(Material supplied begins)
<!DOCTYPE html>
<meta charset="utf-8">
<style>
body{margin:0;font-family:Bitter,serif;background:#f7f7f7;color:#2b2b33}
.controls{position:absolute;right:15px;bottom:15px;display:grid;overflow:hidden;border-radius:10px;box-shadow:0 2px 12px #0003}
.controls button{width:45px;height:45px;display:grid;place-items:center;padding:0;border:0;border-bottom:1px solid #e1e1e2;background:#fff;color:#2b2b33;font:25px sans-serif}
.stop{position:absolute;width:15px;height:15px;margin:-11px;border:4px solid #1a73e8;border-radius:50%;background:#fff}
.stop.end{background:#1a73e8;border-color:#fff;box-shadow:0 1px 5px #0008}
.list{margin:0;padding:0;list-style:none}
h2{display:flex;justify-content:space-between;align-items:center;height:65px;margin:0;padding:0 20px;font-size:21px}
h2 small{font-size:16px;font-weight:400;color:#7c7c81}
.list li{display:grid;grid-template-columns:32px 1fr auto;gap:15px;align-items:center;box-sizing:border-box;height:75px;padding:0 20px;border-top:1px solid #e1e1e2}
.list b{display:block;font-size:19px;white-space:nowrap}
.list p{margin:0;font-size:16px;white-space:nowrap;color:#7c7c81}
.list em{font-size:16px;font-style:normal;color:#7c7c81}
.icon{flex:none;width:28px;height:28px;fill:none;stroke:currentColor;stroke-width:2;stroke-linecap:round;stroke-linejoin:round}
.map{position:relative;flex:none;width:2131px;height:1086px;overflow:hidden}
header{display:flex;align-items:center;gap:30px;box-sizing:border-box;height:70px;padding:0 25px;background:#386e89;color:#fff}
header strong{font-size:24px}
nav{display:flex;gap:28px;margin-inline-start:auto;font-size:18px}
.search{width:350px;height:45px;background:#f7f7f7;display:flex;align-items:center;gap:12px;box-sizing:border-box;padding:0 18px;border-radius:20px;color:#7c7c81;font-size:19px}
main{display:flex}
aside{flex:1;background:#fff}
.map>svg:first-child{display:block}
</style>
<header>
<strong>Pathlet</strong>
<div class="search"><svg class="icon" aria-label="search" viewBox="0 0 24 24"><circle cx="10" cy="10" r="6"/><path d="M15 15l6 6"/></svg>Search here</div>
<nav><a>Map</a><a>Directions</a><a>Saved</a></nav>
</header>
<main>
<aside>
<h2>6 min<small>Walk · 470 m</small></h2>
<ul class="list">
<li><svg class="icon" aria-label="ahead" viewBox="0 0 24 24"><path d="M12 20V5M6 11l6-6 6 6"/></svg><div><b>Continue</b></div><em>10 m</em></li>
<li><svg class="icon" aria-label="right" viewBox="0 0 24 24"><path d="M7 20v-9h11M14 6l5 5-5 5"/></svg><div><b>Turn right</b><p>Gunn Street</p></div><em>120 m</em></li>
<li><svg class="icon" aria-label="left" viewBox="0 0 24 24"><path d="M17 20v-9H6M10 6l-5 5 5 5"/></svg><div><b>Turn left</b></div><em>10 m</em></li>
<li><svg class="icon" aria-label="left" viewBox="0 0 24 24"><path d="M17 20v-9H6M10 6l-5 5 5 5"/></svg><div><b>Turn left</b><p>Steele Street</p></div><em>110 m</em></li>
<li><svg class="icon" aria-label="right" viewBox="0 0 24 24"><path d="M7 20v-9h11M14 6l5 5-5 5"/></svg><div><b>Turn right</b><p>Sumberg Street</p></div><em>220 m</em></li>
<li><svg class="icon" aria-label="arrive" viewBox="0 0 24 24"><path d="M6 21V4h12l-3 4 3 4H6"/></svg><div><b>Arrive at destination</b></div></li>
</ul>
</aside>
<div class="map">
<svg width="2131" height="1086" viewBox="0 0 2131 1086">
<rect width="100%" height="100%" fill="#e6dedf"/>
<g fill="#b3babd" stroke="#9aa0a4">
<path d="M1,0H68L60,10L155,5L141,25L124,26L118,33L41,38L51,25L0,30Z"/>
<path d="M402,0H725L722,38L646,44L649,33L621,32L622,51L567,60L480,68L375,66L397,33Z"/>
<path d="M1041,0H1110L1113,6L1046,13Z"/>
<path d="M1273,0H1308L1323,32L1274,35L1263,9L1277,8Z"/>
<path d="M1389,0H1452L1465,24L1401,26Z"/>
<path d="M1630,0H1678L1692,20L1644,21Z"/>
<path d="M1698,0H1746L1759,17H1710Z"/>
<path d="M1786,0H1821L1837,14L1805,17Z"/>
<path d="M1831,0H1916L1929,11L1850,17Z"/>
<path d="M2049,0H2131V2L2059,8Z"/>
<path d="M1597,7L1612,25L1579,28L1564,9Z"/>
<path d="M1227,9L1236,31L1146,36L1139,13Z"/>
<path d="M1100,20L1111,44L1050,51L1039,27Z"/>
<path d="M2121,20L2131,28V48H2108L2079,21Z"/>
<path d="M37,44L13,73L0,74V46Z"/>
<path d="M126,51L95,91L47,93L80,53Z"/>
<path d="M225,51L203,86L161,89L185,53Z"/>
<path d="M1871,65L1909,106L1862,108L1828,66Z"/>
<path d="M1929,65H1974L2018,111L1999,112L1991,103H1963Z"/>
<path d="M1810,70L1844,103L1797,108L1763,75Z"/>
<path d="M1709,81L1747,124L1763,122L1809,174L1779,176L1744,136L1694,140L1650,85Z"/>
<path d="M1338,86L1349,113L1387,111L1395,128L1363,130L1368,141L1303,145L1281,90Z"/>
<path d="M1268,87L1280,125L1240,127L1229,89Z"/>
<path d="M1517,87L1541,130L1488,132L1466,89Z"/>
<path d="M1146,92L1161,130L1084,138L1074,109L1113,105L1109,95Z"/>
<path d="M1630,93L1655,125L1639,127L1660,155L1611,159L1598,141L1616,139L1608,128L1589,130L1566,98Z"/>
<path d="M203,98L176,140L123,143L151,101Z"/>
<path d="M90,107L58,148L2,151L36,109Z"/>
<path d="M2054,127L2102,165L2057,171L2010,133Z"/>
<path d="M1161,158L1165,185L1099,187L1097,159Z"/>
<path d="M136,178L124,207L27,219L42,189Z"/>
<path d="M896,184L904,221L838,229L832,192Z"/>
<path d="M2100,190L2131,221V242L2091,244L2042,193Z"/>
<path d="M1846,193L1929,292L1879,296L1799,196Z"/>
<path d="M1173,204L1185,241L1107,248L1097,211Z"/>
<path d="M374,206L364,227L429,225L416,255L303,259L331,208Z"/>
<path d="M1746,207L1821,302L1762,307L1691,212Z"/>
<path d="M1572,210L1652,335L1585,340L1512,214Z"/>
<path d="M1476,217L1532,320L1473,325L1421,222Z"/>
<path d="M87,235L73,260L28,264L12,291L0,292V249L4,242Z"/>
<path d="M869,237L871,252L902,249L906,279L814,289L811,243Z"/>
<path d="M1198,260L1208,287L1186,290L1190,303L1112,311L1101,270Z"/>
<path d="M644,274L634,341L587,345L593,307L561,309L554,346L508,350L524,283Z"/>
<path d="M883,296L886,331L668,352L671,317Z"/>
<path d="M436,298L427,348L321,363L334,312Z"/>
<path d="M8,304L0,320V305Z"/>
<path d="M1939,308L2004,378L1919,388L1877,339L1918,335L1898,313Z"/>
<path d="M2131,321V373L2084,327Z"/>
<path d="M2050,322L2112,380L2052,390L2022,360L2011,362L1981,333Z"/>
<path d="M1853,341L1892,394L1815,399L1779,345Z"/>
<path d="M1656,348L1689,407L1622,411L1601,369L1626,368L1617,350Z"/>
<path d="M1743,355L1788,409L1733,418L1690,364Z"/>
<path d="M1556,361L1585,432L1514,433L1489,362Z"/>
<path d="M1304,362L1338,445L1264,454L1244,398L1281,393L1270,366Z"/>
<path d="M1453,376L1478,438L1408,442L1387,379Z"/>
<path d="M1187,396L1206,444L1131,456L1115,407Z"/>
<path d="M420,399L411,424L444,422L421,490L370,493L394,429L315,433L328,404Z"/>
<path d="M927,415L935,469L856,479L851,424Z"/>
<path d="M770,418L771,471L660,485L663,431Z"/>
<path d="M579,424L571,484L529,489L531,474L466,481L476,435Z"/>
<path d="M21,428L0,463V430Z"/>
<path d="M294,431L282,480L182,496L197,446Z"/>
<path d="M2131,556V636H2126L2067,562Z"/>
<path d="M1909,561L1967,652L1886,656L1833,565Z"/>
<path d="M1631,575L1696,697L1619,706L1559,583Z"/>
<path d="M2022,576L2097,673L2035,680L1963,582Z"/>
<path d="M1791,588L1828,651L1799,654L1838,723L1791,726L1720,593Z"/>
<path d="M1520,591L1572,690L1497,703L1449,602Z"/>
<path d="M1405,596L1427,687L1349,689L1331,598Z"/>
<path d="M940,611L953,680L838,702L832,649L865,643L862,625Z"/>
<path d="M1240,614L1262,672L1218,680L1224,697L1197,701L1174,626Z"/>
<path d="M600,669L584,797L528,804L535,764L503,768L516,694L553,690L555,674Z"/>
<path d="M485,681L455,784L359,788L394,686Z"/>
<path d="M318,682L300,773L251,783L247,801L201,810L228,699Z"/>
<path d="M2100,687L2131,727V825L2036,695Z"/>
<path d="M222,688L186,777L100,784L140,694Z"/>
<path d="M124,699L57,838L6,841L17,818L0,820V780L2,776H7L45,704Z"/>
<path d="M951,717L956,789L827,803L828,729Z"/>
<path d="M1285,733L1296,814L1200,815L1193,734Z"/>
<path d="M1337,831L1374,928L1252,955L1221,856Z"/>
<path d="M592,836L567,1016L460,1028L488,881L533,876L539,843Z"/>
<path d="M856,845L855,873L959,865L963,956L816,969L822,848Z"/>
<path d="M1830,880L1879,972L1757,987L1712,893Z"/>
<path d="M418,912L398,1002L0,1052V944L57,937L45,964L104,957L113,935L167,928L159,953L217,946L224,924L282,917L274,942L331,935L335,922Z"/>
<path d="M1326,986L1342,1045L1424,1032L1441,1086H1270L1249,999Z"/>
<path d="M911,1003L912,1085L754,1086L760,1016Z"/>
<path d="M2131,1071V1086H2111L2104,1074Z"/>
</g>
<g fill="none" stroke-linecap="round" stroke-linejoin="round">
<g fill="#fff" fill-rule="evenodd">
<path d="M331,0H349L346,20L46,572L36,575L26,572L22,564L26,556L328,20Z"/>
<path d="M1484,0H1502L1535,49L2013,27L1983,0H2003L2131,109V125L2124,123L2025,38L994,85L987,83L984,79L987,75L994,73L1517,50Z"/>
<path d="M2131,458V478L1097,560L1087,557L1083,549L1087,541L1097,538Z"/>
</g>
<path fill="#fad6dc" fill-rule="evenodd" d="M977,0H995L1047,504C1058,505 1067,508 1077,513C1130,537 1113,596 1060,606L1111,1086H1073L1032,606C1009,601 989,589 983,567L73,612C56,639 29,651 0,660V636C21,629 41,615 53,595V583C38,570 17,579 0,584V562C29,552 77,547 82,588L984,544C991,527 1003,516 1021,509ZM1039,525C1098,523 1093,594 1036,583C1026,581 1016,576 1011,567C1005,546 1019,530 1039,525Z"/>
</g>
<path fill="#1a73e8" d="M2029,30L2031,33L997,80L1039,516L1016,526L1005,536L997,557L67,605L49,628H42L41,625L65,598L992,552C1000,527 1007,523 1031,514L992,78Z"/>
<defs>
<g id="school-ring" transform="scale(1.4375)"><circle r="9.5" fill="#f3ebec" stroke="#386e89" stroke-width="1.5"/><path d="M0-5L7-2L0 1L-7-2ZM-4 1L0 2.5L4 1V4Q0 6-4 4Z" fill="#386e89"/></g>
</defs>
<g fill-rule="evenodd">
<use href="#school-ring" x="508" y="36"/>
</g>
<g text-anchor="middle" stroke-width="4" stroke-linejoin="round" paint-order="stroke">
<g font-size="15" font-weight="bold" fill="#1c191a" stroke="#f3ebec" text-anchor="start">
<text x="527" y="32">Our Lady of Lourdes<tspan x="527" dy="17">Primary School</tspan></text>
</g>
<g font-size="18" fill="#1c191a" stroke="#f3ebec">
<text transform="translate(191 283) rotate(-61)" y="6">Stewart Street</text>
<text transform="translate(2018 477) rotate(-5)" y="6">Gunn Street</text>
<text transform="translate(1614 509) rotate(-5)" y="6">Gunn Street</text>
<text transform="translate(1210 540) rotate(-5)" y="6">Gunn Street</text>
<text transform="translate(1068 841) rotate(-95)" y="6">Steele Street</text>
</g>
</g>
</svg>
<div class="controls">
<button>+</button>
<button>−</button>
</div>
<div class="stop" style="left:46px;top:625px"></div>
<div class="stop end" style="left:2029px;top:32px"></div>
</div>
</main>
(Material supplied ends)
• **Assignment**
Going through the entries above, tally each line that has the word "absolute". Answer with the number only.

• **Solution for this exercise**
2